INPUT FOR THIS TASK:
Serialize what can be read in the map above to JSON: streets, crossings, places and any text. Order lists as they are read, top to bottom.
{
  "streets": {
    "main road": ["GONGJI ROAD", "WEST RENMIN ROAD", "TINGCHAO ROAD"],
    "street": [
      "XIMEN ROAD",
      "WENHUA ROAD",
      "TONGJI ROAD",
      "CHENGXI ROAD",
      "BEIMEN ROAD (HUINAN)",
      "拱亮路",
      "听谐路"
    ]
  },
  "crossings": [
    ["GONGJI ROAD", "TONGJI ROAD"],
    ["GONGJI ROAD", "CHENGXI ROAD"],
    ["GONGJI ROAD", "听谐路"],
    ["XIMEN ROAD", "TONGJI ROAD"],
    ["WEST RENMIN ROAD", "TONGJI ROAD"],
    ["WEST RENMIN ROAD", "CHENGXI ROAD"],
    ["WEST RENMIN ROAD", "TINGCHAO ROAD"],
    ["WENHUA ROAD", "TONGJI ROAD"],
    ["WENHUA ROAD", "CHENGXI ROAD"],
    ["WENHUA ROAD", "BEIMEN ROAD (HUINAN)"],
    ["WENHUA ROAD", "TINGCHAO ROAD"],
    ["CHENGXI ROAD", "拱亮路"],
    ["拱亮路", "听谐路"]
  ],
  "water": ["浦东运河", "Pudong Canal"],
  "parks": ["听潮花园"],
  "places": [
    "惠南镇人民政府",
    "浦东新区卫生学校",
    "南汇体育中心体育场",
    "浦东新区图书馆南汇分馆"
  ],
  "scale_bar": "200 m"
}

PROBLEM TO SOLVE: Give back every entry exactly.

TASK RESULT:
Serialize what can be read in the map above to JSON: streets, crossings, places and any text. Order lists as they are read, top to bottom.
{
  "streets": {
    "main road": ["GONGJI ROAD", "WEST RENMIN ROAD", "TINGCHAO ROAD"],
    "street": [
      "XIMEN ROAD",
      "WENHUA ROAD",
      "TONGJI ROAD",
      "CHENGXI ROAD",
      "BEIMEN ROAD (HUINAN)",
      "拱亮路",
      "听谐路"
    ]
  },
  "crossings": [
    ["GONGJI ROAD", "TONGJI ROAD"],
    ["GONGJI ROAD", "CHENGXI ROAD"],
    ["GONGJI ROAD", "听谐路"],
    ["XIMEN ROAD", "TONGJI ROAD"],
    ["WEST RENMIN ROAD", "TONGJI ROAD"],
    ["WEST RENMIN ROAD", "CHENGXI ROAD"],
    ["WEST RENMIN ROAD", "TINGCHAO ROAD"],
    ["WENHUA ROAD", "TONGJI ROAD"],
    ["WENHUA ROAD", "CHENGXI ROAD"],
    ["WENHUA ROAD", "BEIMEN ROAD (HUINAN)"],
    ["WENHUA ROAD", "TINGCHAO ROAD"],
    ["CHENGXI ROAD", "拱亮路"],
    ["拱亮路", "听谐路"]
  ],
  "water": ["浦东运河", "Pudong Canal"],
  "parks": ["听潮花园"],
  "places": [
    "惠南镇人民政府",
    "浦东新区卫生学校",
    "南汇体育中心体育场",
    "浦东新区图书馆南汇分馆"
  ],
  "scale_bar": "200 m"
}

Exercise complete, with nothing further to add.